34 ans et déjà à la tête de 320 salariés. Mère de trois enfants, codirigeante de Cadiou Industrie à Locronan (128M€ de CA), cette jeune femme bien occupée n'en néglige pas pour autant son investissement dans les réseaux d'entreprises du Finistère. Elle les considère comme essentiels pour s'ouvrir à d'autres types d'organisation d'entreprises et apporter du souffle à ses équipes. «J'ai besoin de sortir. Ce que je peux apporter à mon entreprise, c'est de voir ce qui se fait ailleurs. Certains dirigeants culpabilisent de s'absenter de l'entreprise. Pour moi, c'est vital. Car c'est là que l'on apprend le plus», affirme Emmanuelle Legault, diplômée de l'ESC Bretagne Brest et d'une école de commerce nantaise.

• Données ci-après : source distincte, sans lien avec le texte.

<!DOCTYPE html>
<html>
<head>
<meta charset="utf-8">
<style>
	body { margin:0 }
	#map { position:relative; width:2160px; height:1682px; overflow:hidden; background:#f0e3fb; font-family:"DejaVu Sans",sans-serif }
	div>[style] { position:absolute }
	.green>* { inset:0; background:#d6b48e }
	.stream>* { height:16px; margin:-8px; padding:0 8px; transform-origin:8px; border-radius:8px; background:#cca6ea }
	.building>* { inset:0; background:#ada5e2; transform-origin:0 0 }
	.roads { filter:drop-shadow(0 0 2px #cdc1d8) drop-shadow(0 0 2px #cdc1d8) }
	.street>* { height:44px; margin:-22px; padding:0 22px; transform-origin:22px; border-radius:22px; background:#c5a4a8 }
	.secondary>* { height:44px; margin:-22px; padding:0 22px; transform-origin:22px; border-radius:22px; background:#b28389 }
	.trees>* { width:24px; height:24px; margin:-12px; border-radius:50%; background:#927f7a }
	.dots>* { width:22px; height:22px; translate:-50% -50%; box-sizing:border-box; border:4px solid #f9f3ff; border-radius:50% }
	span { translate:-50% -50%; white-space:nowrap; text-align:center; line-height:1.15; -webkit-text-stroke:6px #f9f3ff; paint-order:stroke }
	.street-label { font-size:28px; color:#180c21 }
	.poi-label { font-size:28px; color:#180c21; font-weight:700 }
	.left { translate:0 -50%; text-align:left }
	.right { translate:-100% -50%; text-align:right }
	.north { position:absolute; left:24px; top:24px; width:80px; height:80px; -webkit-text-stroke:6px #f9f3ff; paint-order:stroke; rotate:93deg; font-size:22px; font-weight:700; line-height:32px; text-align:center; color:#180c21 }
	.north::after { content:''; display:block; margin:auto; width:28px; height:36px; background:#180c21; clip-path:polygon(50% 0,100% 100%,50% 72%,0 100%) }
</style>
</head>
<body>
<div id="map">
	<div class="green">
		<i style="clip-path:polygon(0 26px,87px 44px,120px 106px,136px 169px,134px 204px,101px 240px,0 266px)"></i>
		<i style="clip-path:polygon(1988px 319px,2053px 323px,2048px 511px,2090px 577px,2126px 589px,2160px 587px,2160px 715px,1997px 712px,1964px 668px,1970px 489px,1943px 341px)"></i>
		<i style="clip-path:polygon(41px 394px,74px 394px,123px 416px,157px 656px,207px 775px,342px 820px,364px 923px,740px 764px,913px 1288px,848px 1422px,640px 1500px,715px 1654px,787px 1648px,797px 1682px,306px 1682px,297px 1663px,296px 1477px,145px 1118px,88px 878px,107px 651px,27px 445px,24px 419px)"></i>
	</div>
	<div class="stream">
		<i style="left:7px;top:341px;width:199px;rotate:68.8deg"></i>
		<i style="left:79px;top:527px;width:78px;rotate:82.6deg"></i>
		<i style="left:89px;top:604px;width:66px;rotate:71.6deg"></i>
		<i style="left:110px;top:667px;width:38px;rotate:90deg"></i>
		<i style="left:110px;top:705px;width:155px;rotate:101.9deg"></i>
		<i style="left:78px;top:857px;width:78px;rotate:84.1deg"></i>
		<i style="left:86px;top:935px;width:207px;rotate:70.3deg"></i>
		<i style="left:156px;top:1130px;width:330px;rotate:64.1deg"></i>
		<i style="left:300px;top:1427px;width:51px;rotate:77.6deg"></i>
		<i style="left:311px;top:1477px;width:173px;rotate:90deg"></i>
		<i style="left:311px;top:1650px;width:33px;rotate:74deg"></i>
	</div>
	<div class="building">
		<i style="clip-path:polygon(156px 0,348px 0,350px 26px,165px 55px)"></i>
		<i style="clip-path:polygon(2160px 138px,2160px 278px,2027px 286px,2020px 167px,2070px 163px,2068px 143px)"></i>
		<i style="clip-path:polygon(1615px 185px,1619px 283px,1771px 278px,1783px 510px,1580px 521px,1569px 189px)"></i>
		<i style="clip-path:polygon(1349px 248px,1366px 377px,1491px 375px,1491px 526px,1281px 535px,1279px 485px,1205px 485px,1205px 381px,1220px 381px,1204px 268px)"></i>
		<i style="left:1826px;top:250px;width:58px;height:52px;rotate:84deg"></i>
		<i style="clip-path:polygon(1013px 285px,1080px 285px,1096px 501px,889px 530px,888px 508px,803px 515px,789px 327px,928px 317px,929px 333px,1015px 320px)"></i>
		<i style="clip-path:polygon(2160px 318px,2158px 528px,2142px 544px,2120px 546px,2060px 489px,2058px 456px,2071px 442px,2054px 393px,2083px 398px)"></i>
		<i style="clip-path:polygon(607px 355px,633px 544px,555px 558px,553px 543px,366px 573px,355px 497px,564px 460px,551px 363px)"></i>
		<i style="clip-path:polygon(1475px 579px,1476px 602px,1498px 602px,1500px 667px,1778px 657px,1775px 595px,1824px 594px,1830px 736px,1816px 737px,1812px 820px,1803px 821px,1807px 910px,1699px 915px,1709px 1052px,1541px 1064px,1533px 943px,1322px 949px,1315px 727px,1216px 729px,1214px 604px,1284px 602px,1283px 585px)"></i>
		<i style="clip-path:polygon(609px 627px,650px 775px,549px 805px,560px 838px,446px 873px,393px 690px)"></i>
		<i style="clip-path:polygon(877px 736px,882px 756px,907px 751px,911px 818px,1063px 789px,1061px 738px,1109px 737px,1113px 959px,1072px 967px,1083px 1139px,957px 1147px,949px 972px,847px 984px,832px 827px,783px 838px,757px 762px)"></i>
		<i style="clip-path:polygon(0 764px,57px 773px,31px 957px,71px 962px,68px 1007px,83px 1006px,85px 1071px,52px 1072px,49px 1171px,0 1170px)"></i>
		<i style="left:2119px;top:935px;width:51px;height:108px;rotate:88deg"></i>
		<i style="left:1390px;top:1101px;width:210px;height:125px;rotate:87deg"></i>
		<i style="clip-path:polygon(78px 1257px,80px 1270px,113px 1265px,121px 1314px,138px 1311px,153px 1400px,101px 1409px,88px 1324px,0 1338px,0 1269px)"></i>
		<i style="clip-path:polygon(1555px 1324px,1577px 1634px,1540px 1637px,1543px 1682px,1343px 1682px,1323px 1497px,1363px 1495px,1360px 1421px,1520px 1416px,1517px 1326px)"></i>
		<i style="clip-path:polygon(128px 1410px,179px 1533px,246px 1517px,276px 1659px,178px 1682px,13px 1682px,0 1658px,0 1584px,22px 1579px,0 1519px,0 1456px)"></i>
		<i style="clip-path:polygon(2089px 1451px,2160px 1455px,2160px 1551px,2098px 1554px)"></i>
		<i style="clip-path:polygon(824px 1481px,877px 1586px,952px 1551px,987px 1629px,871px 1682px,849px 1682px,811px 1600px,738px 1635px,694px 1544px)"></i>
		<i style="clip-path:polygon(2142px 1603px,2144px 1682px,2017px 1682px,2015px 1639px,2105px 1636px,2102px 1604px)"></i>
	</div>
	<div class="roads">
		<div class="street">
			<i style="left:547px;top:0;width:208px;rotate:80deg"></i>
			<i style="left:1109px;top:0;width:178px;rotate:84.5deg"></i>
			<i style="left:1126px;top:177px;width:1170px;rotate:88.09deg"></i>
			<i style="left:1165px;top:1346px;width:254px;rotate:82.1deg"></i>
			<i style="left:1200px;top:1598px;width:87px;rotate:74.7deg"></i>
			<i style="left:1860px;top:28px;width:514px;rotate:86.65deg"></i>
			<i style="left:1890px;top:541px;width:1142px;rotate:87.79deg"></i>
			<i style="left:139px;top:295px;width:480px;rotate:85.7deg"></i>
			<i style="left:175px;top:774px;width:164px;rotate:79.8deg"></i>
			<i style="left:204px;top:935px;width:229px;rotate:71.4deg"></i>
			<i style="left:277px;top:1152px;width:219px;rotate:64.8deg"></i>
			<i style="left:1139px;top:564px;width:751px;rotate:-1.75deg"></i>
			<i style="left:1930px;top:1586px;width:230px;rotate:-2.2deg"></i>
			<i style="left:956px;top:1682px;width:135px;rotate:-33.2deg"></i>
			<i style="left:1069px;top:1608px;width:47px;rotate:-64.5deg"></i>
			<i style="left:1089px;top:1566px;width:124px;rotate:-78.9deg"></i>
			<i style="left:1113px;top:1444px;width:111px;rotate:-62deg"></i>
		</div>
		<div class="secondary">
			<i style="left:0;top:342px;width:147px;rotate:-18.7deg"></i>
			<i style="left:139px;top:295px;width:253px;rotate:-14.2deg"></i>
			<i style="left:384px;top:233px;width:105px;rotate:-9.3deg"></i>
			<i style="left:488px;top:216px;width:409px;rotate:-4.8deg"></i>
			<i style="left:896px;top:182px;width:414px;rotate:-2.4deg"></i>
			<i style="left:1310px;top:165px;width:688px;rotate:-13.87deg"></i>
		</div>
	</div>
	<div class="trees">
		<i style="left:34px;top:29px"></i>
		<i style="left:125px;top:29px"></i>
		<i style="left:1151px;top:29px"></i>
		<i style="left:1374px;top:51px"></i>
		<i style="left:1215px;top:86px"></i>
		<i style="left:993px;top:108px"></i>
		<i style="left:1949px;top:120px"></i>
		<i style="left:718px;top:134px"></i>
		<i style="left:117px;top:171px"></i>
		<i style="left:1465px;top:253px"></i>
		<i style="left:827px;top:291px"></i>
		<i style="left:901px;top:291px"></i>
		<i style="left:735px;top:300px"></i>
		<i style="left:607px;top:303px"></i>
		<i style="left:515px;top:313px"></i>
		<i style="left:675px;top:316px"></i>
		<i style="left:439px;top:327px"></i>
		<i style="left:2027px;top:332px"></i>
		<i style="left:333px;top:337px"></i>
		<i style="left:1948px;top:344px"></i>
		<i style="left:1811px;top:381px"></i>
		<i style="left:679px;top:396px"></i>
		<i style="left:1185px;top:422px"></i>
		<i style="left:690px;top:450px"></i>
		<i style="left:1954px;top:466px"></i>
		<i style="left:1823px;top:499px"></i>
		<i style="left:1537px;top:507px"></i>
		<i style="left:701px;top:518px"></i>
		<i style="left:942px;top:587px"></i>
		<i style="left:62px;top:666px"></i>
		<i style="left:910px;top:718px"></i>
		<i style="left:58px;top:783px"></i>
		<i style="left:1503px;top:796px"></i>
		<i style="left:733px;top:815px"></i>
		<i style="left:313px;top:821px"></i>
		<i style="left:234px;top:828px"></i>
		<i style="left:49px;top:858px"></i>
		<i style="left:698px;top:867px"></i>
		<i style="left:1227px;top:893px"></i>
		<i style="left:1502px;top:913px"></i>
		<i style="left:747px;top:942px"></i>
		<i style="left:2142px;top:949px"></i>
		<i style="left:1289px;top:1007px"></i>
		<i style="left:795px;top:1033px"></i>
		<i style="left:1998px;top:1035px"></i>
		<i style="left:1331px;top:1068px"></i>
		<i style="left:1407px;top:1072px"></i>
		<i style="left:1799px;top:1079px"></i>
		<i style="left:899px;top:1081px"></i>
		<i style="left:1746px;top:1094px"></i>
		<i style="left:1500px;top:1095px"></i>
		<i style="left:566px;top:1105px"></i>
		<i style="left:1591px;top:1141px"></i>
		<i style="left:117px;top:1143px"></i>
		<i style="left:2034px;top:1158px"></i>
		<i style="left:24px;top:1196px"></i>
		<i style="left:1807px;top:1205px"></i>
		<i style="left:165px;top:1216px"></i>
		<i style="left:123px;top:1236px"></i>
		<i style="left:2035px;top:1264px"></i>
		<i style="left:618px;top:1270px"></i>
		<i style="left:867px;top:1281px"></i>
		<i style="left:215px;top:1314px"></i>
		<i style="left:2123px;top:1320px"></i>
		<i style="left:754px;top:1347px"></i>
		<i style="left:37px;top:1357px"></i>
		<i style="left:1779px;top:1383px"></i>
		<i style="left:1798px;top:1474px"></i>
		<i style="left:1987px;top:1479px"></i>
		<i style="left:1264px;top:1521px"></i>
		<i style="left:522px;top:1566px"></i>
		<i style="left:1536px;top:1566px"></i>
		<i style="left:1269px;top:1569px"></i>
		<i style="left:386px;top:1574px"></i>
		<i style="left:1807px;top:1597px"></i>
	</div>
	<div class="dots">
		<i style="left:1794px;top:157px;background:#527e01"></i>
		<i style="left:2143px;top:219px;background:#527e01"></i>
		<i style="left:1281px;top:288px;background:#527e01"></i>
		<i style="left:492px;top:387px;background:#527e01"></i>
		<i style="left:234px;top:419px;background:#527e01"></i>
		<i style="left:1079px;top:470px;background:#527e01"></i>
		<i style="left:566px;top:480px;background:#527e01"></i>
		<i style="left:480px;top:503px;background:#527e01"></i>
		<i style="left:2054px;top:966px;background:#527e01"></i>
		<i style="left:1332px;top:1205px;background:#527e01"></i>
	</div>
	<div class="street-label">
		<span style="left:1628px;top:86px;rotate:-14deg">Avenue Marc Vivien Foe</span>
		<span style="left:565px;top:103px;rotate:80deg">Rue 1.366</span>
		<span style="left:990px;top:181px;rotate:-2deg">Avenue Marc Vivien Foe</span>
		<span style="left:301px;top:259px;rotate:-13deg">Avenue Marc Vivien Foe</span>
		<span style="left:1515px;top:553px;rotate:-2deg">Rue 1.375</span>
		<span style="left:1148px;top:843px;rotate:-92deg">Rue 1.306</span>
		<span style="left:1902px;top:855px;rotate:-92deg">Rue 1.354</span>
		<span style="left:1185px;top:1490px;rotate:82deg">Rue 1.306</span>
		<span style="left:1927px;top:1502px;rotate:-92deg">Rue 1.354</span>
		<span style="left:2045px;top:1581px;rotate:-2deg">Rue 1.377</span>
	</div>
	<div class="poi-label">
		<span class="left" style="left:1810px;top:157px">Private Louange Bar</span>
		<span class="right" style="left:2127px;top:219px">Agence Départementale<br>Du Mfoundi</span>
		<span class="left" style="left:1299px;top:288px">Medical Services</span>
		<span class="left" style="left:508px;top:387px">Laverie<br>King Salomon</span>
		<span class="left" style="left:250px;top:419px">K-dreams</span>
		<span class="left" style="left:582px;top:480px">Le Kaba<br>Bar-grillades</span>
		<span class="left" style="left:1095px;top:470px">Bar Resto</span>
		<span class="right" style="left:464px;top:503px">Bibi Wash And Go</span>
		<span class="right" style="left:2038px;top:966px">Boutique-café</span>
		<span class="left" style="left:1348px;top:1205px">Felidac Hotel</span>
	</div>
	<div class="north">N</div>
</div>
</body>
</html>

Le staff membre de réseaux
Présidente du club d'entreprises de Cornouaille l'an dernier (65 adhérents), la dirigeante a poussé ses cadres à adopter une démarche similaire d'ouverture. «Dans le club d'entreprises de Cornouaille, j'ai créé des sous-réseaux pour les cadres. J'ai ainsi donné naissance à un club des directeurs financiers qui souvent ne quittent jamais les entreprises et un club des directeurs de production et de logistique. Ils sont environ huit par groupe et se retrouvent tous les deux mois.» Les autres membres du staff sont eux aussi impliqués en dehors de Cadiou Industrie. Le directeur commercial, Jean-François Legault, son mari, avec qui elle a repris l'entreprise familiale en 2006, est ainsi membre des DCF (dirigeants commerciaux de France) et du conseil municipal de Locronan. Son beau-frère, Anthony Bihan, le directeur industriel, également au capital, adhère à l'APM (Association pour le Progrès du Management). Un club qu'apprécie beaucoup Emmanuelle Legault. Depuis deux ans, elle fréquente le club Finistère Ponant. Elle y croise les dirigeants de Monique Ranou, de Meralliance, de Kersaudy & LeMeur, d'Enag... Les liens sont forts. «On se confie, on parle d'expériences personnelles, on est dans du vécu. Alors qu'au club d'entreprise de Cornouaille, on se retrouve davantage pour des visites d'entreprisesou pour défendre l'attractivité économique du territoire», explique Emmanuelle Legault.
Marraine d'une créatrice d'entreprise
La dirigeante s'investit également dans la Fédération de la Plasturgie, au conseil d'administration du Medef 29, à l'AJE (association Jeunesse et Entreprises) et depuis peu, dans le groupement d'employeurs Cornoualia. Un engagement en temps qui n'a rien d'inutile. Elle a pu le mesurer récemment, en devenant marraine d'une jeune créatrice d'entreprise quimpéroise (Lumipouss'). «Je peux l'aider très vite à trouver des contacts. Maintenant que je la vois démarrer, je m'aperçois de l'intérêt de connaître du monde. Je ne me rendais pas compte. Pour mon âge et mon ancienneté de chef d'entreprise, je pense avoir un très bon réseau.»
Témoignage Loin de culpabiliser comme beaucoup quand ils s'éloignent de leur société, la codirigeante de Cadiou Industrie prend du temps pour les réseaux.